The enactment of the Tort-Feasors Act (TFA) has addressed a gap in the common law, whereby there was previously no method for distributing liability for the plaintiff’s loss to multiple tort-feasors (someone committing a tort). The TFA rectified this by allowing the defendant to bring a claim against a third-party (the second tort-feasor) who allegedly contributed to the loss suffered by the plaintiff as well. This cause of action is predicated on the basis that the third-party caused a loss to the plaintiff, not to the defendant.
The Court of Appeal in Howalta Electrical Services Inc v CDI Career Development Institute Ltd, 2011 ABCA 234, examined this concept where there was only a duty owed to the plaintiff and not to the defendant. It ultimately concluded that the TFA requires that the third-party whom the defendant is trying to bring into the action must be liable, or if sued, liable to the plaintiff in respect of the same damage.
For example, an individual hires a plumber to fix a leaky pipe in their house, and that plumber ultimately does not fix the problem. The individual then hires another plumber, who also attempts to fix the issue but in fact negligently causes the house to become flooded. If this individual only sues the second plumber, this second plumber can only seek contribution from the first, under the TFA, if the actions of the first plumber contributed to the flood.

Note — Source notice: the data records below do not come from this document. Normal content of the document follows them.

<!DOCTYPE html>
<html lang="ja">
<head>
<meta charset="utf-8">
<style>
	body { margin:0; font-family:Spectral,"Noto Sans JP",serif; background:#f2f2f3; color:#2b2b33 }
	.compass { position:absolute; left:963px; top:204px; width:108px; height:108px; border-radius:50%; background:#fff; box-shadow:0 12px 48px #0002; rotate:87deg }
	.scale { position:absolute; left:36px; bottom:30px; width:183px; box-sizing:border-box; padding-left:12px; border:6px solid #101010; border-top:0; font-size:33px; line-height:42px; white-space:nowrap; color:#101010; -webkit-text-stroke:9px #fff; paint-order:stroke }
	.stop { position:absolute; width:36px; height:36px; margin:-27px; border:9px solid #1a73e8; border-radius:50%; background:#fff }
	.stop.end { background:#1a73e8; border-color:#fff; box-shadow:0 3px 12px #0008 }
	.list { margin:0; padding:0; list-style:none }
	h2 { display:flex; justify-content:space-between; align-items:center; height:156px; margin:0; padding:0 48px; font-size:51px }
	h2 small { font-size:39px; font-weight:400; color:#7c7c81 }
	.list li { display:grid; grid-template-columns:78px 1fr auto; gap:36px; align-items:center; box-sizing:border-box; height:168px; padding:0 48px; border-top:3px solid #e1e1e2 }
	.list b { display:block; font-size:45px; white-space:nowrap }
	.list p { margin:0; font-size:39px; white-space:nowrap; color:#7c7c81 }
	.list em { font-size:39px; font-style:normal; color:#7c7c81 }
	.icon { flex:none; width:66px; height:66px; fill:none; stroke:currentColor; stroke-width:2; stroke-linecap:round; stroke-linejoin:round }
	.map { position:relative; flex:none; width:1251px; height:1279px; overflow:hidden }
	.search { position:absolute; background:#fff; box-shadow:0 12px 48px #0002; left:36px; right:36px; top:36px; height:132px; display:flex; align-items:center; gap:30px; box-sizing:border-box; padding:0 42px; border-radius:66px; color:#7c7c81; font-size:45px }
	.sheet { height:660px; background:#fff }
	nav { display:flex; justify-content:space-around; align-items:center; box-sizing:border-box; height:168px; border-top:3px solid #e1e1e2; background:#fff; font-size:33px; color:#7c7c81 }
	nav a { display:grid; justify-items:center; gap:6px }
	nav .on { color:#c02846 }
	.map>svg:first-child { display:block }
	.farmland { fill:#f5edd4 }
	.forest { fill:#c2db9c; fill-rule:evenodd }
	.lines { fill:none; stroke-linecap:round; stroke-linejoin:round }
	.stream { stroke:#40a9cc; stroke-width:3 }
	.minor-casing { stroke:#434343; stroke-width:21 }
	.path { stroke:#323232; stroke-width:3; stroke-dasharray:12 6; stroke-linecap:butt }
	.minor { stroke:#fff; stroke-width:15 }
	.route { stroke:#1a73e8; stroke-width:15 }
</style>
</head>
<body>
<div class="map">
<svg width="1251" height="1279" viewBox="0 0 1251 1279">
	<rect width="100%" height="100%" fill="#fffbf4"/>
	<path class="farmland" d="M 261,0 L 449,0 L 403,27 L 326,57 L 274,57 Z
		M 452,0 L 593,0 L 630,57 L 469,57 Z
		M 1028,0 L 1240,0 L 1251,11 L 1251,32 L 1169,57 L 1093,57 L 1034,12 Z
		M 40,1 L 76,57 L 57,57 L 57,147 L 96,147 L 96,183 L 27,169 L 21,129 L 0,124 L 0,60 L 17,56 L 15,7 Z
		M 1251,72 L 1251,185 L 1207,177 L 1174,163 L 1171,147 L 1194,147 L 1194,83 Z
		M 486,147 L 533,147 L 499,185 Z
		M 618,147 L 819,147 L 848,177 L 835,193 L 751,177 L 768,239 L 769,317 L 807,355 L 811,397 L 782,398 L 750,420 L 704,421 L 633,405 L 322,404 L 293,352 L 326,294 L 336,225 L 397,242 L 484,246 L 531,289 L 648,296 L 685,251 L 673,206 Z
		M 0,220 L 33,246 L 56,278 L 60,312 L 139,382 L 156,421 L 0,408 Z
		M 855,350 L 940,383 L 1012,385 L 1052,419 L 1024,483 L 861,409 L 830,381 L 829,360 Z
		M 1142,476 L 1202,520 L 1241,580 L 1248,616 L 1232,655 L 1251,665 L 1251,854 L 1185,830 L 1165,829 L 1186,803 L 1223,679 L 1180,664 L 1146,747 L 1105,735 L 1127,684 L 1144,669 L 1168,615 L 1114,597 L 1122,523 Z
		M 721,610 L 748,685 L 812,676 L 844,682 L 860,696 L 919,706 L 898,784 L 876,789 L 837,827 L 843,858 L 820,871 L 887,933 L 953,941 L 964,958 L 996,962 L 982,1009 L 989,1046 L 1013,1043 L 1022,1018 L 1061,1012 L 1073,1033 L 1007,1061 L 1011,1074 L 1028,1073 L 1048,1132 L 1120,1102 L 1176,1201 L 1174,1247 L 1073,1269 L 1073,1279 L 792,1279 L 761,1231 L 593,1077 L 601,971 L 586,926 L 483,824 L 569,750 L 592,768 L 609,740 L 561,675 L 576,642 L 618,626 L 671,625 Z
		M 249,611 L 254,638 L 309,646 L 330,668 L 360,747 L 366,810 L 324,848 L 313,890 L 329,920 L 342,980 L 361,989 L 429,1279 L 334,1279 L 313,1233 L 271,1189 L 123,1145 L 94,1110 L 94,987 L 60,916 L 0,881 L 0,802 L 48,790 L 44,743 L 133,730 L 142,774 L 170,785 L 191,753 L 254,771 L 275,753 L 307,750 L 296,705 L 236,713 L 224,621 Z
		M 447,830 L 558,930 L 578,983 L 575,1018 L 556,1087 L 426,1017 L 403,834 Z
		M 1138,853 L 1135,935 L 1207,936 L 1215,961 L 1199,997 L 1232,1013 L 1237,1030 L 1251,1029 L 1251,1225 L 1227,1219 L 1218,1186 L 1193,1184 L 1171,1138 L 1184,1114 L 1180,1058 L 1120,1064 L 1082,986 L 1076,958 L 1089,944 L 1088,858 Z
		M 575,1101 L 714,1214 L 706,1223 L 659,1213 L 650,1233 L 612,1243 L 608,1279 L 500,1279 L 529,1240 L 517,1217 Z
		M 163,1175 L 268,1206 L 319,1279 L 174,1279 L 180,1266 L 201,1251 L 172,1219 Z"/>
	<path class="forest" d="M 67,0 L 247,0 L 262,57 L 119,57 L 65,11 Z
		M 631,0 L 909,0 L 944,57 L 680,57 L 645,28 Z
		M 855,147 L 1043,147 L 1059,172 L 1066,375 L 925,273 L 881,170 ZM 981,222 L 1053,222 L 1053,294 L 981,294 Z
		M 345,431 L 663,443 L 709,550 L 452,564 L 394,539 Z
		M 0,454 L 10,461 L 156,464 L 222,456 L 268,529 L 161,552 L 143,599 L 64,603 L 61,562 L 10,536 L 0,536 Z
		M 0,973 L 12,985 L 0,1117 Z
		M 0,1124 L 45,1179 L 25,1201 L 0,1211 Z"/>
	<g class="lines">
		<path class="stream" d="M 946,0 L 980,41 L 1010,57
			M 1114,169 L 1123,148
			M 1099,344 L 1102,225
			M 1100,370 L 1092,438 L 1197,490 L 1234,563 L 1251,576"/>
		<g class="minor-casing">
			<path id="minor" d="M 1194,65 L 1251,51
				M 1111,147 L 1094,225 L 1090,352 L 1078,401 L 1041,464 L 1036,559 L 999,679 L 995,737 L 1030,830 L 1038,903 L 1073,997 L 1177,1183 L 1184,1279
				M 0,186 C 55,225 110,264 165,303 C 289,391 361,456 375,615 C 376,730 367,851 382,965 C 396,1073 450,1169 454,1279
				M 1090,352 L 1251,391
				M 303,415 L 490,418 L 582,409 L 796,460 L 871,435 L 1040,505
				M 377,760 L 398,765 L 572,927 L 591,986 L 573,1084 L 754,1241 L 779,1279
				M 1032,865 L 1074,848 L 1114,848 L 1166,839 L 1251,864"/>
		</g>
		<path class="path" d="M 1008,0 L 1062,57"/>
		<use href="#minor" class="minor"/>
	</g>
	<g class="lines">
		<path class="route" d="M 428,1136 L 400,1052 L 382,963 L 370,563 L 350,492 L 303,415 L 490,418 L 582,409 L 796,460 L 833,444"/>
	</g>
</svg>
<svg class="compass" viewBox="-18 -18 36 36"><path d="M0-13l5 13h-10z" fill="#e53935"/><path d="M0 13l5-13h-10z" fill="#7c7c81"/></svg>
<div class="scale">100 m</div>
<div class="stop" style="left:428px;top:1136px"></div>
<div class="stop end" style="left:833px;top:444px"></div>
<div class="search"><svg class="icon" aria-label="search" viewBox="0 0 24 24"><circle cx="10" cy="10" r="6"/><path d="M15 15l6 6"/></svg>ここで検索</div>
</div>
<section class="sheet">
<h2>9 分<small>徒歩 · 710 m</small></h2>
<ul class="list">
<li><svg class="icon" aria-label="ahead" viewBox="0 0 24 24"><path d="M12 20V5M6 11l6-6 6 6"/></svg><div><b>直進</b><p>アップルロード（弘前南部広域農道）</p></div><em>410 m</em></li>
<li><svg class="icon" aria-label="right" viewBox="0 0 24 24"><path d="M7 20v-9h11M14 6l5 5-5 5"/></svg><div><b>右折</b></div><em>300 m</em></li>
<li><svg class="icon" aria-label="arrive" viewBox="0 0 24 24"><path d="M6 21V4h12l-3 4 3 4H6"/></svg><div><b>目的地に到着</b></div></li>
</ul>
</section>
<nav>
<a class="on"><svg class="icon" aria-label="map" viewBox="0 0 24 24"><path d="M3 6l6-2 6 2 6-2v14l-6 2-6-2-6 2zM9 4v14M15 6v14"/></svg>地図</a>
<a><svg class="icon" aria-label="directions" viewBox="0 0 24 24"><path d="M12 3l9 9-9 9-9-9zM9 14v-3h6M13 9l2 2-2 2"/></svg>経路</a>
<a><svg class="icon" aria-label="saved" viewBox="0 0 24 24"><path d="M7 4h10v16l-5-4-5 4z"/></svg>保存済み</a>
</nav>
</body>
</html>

While the TFA therefore allows a right to contribution from this third-party on these limited grounds, it did not expressly provide when this right to contribution arises. This issue becomes more convoluted when taking into consideration the effects of a limitation period that is applicable to the plaintiff’s action. Since the defendant’s third-party claim is based on the rights of the plaintiff to pursue the third–party, if the plaintiff is time-barred from proceeding, does the defendant also lose their cause of action?
The Court of Appeal in Canadian Natural Resources Ltd v Arcelormittal Tubular Products Roman SA, 2013 ABCA 279 [Arcelormittal] specifically addressed this issue under subsection 3(1) of the TFA. In this case, CNRL had commenced an action against several suppliers and manufacturers of steel pipe that was discovered to have defects. While CNRL had also commenced a separate action against Flour, who had provided procurement and engineering services in relation to the pipes, CNRL had discontinued the action against them.
The other defendants filed third-party notices against Flour, seeking contribution from them under the TFA. The Court of Appeal held that the TFA did not allow for a claim for contribution from Flour, on the grounds that since the plaintiff did not have an action against the third-party because of the expiry of the limitation period, the defendants could not have an action against them either.
The decision in Arcelormittal necessarily impacts the manner in which third-party claims need to be considered and conducted. Since the limitation period for the plaintiff begins to run from the date they knew or ought to have known of their claim against the third-party, this also applies to defendants that seek to include the third-parties in the cause of action.
This is especially concerning in the circumstances where a plaintiff files their statement of claim near the end of the limitation period. This provides little to no time for the defendant to bring the third-party into the action. While the Court of Appeal recognized that this can result in unfairness to the defendant, they have left it up to legislature to fix this. In this regard, there is a consultation on amending this statute currently taking place; however, as it stands, this remains the current state of the law.
An Independent Third-Party Claim under Rule 3.44 of the Alberta Rules of Court provides an exception to the bar preventing defendants from bringing in a third-party to the action under the TFA. A defendant may still pursue an action against a third-party on the basis of an Independent Third-Party Claim if the third-party breached a duty they owed specifically to that defendant, independent of the duties they owed to the plaintiff, which caused a loss to the defendant and which is factually related to the loss of the plaintiff. This claim must be based on transactions or occurrences involved in the action between the plaintiff and the defendant.
For example, a company hired to remove snow from the sidewalks on the premises of a store would owe a duty of care to both the pedestrians using that sidewalk and to the store itself, in contract. While this would not provide a claim for contribution under the TFA, as that piece of legislation deals only with torts and not contracts, a claim is available under the exception of Rule 3.44.
An Independent Third-Party Claim must be filed within 6 months of the defendant filing their statement of defence. Therefore, if there is a limitation period that applied to the plaintiff, that was preventing a third-party claim under the TFA, it may still be possible to make a claim against the third-party through Rule 3.44.
What this means for you?
In summary of the above, when a defendant is looking to make a claim against a third-party to an action, he/she must be cognizant of what claims are available to the plaintiff. If the plaintiff is unable to sue a third-party, whether on the basis of a limitation period or otherwise, a claim under the TFA is not available to the defendant. However, a defendant may still pursue an Independent Third Party Claim against a third-party under Rule 3.44 of the Alberta Rules of Court, under the exception. An Independent Third-Party Claim would also be appropriate in the circumstances where the duty owed to the defendant is contractual in nature, rather than in tort.
This post is intended to provide general information concerning developments in the law and is not intended to provide legal advice in respect of any particular situation.